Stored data

--------------------

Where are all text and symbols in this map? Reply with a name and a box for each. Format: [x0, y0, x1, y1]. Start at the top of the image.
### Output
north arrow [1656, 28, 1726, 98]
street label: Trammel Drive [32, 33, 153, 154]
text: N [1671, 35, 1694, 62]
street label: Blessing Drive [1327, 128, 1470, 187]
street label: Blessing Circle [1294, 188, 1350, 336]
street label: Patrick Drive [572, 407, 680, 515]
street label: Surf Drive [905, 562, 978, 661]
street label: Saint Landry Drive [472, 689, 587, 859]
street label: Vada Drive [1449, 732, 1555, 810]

--------------------

# Task directions
Print the data above exactly.

# Response
Where are all text and symbols in this map? Reply with a name and a box for each. Format: [x0, y0, x1, y1]. Start at the top of the image.
### Output
north arrow [1656, 28, 1726, 98]
street label: Trammel Drive [32, 33, 153, 154]
text: N [1671, 35, 1694, 62]
street label: Blessing Drive [1327, 128, 1470, 187]
street label: Blessing Circle [1294, 188, 1350, 336]
street label: Patrick Drive [572, 407, 680, 515]
street label: Surf Drive [905, 562, 978, 661]
street label: Saint Landry Drive [472, 689, 587, 859]
street label: Vada Drive [1449, 732, 1555, 810]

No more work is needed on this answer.